You hear it often enough. Complying with GDPR enables organisations to build trust with customers. But it is good to hear the argument articulated by someone like Sir Rob Wainwright, a former Executive Director of Europol and now senior partner for Deloitte’s cyber practice in North-West Europe.

“When I joined Europol,” he said, “I came to an organisation that already had the principle of data protection embedded into its psyche and framework.

“I kind of baulked at that. I came from an intelligence framework in the UK, where I was familiar, of course, with data protection principles, but the data protection officer was always someone who was on the basement floor and you would call up for a short meeting. It was never uppermost in the minds of people running the law enforcement community.”

He said that “certain daily practices were quite robust in terms of limitations imposed on the data the organisation had collected, and what they could store it for, and what they could do with it.

“There seemed to be walls in the direction I wanted to go.

“I was very wedded to the idea that you had to follow the legal framework, so I did.

“My point: it took me less than two years before I came to realise that data protection, if managed in the right way, is a very effective enabler of the business and can support the data operations in a way that many people don’t understand.

“When I look at the impact of GDPR now, I think the smartest companies will have the opportunity to get GDPR right, not just by saying ‘Oh my god, how the hell am I going to deal with this’ – as something that has to be done to avoid a fine — but rather with a mindset that is saying, “Alright, how does this change the landscape, how does that change the data landscape, and change it to my advantage?

“What I saw at Europol and then went to preach – as I became a convert – is that its importance lies in the fact that you have clean data, operations, and clean data sets. So, the idea of running a data regime that is more secure should appeal to anyone. 

“At Europol, we didn’t have much junk in our system, as we weren’t allowed to collect data we didn’t need. We weren’t allowed to keep data for years past the usability date. But I am glad it was like that. I didn’t want junk data, so the dataset became cleaner, the mind and skillsets of analysts became sharper and more precise, as they knew they had to make the necessary judgments with all the data they ware handling rather than do it lazily, getting everything and anything.

“The data operations in Europol, which were absolutely fundamental to the success of the organisation, were greatly enhanced by the data protection regime that we had. 

“Also, it is hugely important for the credibility, reputation and public standing of an organisation, certainly a public organisation like ours, and one that was collecting a relatively large amount of data on EU citizens.
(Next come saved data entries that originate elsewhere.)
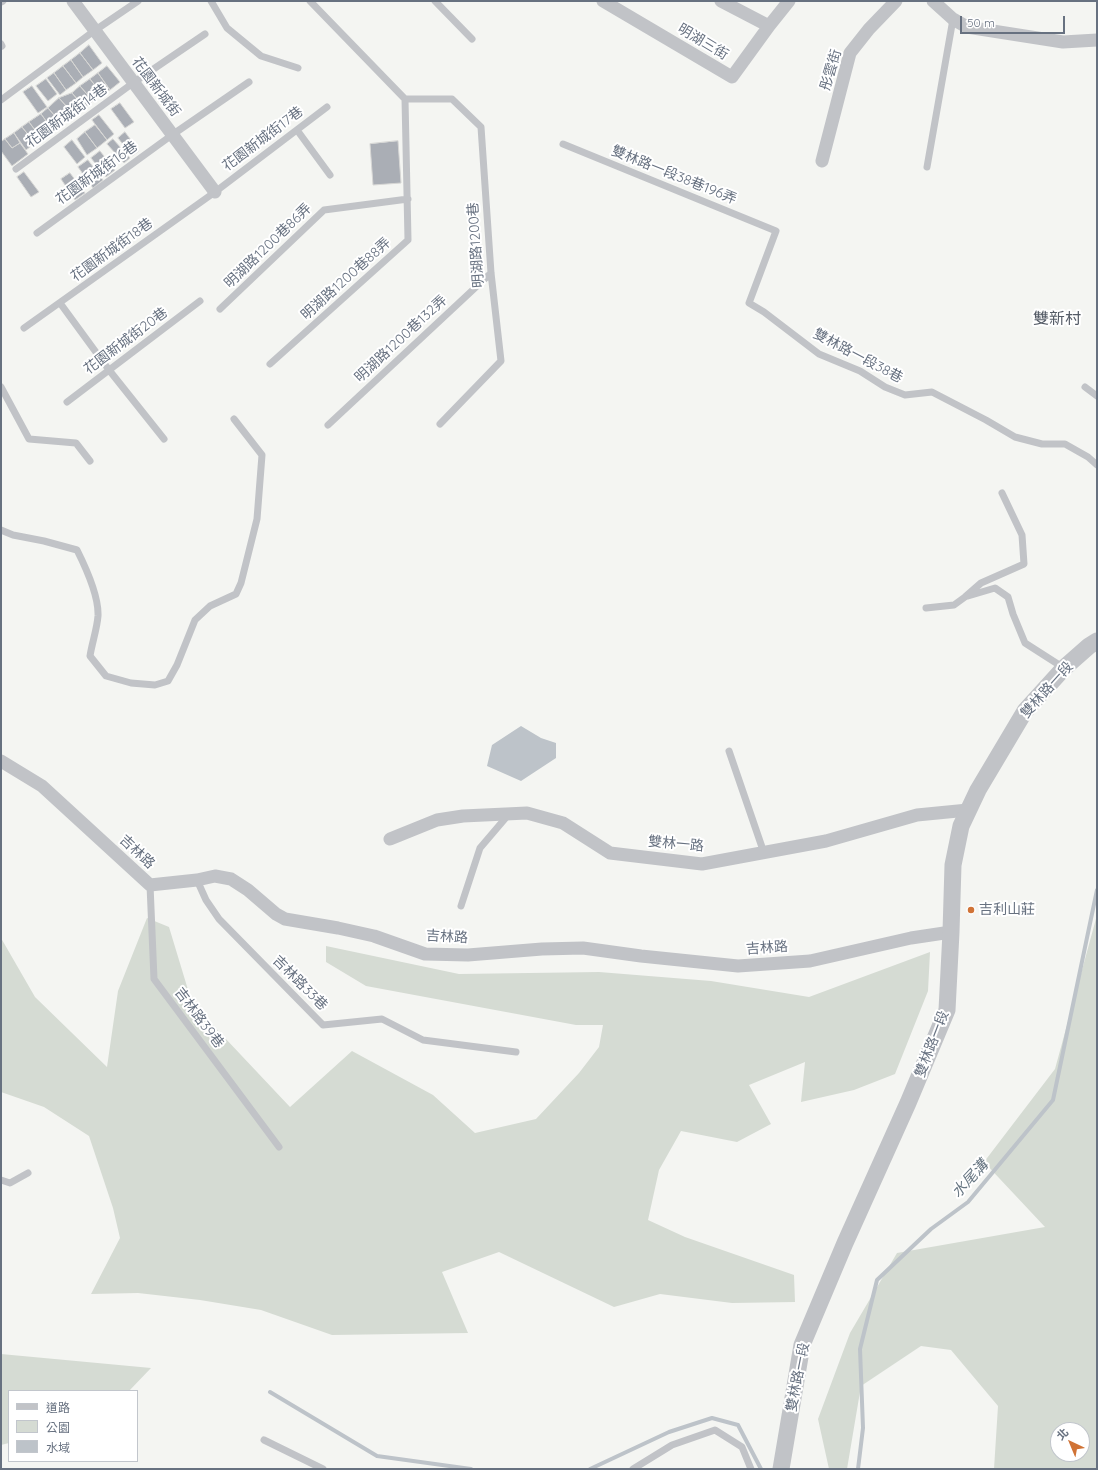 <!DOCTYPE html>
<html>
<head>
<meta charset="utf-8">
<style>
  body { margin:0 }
  #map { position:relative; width:1098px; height:1470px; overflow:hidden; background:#f4f5f2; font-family:Quicksand,"Noto Sans TC",sans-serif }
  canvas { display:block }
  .frame { position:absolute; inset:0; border:2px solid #677180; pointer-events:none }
  .legend { position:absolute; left:8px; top:1390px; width:130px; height:72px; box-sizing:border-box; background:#fff; border:1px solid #c2c6cc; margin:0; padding:5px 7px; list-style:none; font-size:12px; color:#677180 }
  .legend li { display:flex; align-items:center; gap:8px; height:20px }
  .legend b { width:20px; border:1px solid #c2c6cc }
  .north { position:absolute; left:1050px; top:1422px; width:40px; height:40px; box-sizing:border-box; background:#fff; border:1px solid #c2c6cc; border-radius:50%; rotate:316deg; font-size:11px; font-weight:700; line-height:16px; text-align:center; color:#677180 }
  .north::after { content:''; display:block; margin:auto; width:14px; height:18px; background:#d07336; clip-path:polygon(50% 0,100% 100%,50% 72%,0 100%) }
  .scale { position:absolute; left:960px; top:16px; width:105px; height:18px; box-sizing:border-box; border:2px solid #677180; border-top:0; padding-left:5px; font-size:12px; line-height:14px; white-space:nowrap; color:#677180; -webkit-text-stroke:3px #fff; paint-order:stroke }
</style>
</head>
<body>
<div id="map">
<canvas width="1098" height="1470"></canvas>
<div class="frame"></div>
<ul class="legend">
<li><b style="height:5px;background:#c1c3c7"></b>道路</li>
<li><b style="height:11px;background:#d5dbd3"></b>公園</li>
<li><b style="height:11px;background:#bdc3c9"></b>水域</li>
</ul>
<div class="north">北</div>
<div class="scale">50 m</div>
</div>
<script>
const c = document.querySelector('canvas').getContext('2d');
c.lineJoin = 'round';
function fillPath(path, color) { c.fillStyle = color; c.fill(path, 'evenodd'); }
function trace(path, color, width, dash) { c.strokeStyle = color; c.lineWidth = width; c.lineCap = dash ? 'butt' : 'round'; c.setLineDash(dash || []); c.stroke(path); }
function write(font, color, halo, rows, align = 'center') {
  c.font = font + ' Quicksand,"Noto Sans TC",sans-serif'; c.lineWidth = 4; c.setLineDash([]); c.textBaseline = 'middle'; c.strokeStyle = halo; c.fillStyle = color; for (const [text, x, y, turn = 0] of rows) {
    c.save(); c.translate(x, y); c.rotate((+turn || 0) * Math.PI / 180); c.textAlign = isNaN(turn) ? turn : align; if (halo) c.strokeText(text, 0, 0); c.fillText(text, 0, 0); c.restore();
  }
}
const green = new Path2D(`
  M1097 915V1469H994L998 1406 951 1350 921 1346 861 1386 847 1469H829L818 1419 850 1333 897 1253 1045 1227 984 1162 1055 1069ZM1058 1430H1082V1454H1058Z
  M147 918 169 927 192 1003 290 1107 352 1051 433 1095 475 1133 536 1119 579 1073 599 1047 603 1025H576L366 986 326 962V946L459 974 599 972 711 981 809 997 930 952 928 991 895 1074 854 1090 801 1102 805 1062 749 1085 771 1124 737 1142 681 1131 659 1170 648 1220 685 1237 794 1275 795 1302 732 1303 660 1294 614 1307 499 1252 442 1272 468 1333 332 1335 261 1310 200 1300 138 1293 91 1294 120 1238 113 1208 89 1136 44 1107 1 1092V938L35 997 107 1067 118 991Z
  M1 1354 151 1368 129 1391H9V1443L1 1445Z`);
const water = new Path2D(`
  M521 726 541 738 556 743V758L521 781 487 766 492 745Z`);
const stream = new Path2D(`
  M270 1392 377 1456 471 1469
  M590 1469 669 1432 712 1418 738 1425 761 1469
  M858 1469 863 1428 860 1349 877 1280 931 1229 968 1202 1053 1100 1097 890`);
const building = new Path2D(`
  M89 45 102 63 93 70 80 53Z
  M80 53 93 70 83 77 71 60Z
  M71 60 83 77 76 83 63 66Z
  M63 66 76 83 66 90 54 73Z
  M107 66 120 82 110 90 98 73Z
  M54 73 66 90 60 95 47 78Z
  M98 73 110 90 101 93 90 79Z
  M46 79 57 94 48 101 36 86Z
  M90 79 101 93 93 101 80 86Z
  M32 86 47 107 38 113 23 92Z
  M80 86 93 101 85 108 72 93Z
  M72 93 85 108 75 116 59 98Z
  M59 98 75 116 61 123 48 108Z
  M120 103 134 122 125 128 111 109Z
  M48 108 61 123 52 129 41 114Z
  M41 114 52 129 41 138 29 122Z
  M99 115 114 134 107 140 92 120Z
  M29 122 41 138 35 143 22 127Z
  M95 125 107 140 97 148 85 132Z
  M22 127 35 143 26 150 14 133Z
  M85 132 97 148 87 155 77 139Z
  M125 132 139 151 132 156 118 138Z
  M14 133 20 143 12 148 5 139Z
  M5 139 12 148 20 143 28 154 12 166 1 151V142Z
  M113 139 130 158 124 163 107 144Z
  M72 140 85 157 77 164 64 147Z
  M398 141 401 183 373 185 370 144Z
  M100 151 115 170 106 177 91 158Z
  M88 160 103 180 93 188 78 167Z
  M24 172 39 192 31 197 17 177Z
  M70 173 85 193 75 200 61 179Z`);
const service = new Path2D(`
  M211 1 227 28 261 56 298 68
  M310 1 405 99H452L481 127 491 273 501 361 440 424
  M435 1 472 39
  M1 2 3 1
  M1 44 2 46
  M1 100 94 31 138 1
  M297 130 330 175
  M563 144 776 231 749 303 764 312 819 354 860 371 885 387 905 395 932 392 986 420 1015 437 1042 444H1065L1088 457 1097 465
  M927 167 953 19
  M16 169 133 83 205 34
  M37 233 172 135 249 82
  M60 303 109 370 164 439
  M220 309 324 210 408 199
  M24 328 215 192 327 107
  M270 364 408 240 405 99
  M1 387 29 439 76 443 90 461
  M1085 387 1097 396
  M67 402 200 301
  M328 425 491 273
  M1 530 13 535 44 541 77 550C86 568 99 596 98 616 97 629 92 643 90 656L106 676 131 683 155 685 168 681 177 665 195 620 210 606 236 594 241 583 257 519 262 455 234 419
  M968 596 995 588 1008 597 1013 614 1025 643 1064 668
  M926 608 954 605 965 597 981 583 1024 564 1022 535 1002 493
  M729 751 764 853
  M197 880 206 900 219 919 323 1025 382 1019 423 1040 516 1052
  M150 885 154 979 279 1147
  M461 906 480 848 509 814
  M1 1180 10 1183 28 1173
  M264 1440 323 1469
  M633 1469 672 1445 715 1430 742 1447 751 1469`);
const minor = new Path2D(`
  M73 1 215 192
  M603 1 732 77 769 26 789 1
  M721 1 769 26
  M933 1 953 19 967 27 1063 42 1097 40
  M822 161 850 53 869 29 896 1
  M1 761 42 786 150 885 197 880 215 876 231 879 248 890 276 914 285 919 338 928 374 936 425 954 468 955 542 949 583 948 641 956 738 966 810 961 911 938 951 932
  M390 839 437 820 463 816 527 813 563 823 610 853 702 864 826 841 917 815 968 810`);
const tertiary = new Path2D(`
  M781 1469 802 1345 845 1243 908 1103 947 1010 951 932 953 865 961 826 978 790 1025 711 1064 668 1089 646 1097 641`);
const markers = [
  [971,910,4,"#d07336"]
];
const streetNames = [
  ["明湖三街",703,42,31],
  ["彤雲街",831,70,-73],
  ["花園新城街",156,87,53],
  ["花園新城街14巷",67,116,-36],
  ["花園新城街17巷",263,139,-37],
  ["花園新城街16巷",97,173,-36],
  ["雙林路一段38巷196弄",674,175,22],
  ["明湖路1200巷",476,245,-94],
  ["明湖路1200巷86弄",268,246,-44],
  ["花園新城街18巷",112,250,-36],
  ["明湖路1200巷88弄",346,279,-42],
  ["明湖路1200巷132弄",401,339,-43],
  ["花園新城街20巷",126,341,-37],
  ["雙林路一段38巷",858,356,28],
  ["雙林路一段",1047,690,-48],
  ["雙林一路",676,844,5],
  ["吉林路",137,852,43],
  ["吉林路",447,937,3],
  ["吉林路",767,948,-4],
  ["吉林路33巷",300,983,45],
  ["吉林路39巷",199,1018,53],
  ["雙林路一段",932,1044,-69],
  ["雙林路一段",798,1377,-79]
];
const poiNames = [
  ["吉利山莊",979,910]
];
const waterNames = [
  ["水尾溝",970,1179,-47]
];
const quarterNames = [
  ["雙新村",1057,319]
];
fillPath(green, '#d5dbd3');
fillPath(water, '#bdc3c9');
trace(stream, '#bdc3c9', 4);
fillPath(building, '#aaaeb5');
trace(building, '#d6d6d4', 1);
trace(service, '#c1c3c7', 7);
trace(minor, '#c1c3c7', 13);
trace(tertiary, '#c1c3c7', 17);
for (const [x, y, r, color] of markers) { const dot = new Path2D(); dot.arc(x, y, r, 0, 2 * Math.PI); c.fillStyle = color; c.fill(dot); trace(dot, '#fff', 1.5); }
write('14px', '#677180', '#fff', streetNames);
write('14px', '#677180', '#fff', poiNames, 'left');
write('italic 15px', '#687783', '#fff', waterNames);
write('16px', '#545b66', '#fff', quarterNames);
</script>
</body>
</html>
“Europol is the only organisation with a right to do that, it was rightly very much scrutinised with regards to personal data, from the European data protection supervisions, through to the European Parliament.

“It is certainly more scrutinised on this front than any other, and as it should be. As such we really had to be cleaner than clean, otherwise, any significant impairment to the public reputation of Europol would have been massively damaging to its ability to do its fundamental operations.

“So, the more robust the protection environment and framework we had, the better the reputation we had, and the more strength it gave me as a director, to stand before parliament, and to say ‘I am making these points about why this data needs to be collected, about why we need new legislation’, and did so from the point of view of being the most scrutinised agency in the world on data protection, so I spoke from a position of strength.”

“You can translate all these learning lessons and principles into a commercial environment.

“The flipside is also true if the implementation of GDPR goes wrong, the public reputation also begins to suffer, and that is the most important asset boardrooms want to protect.”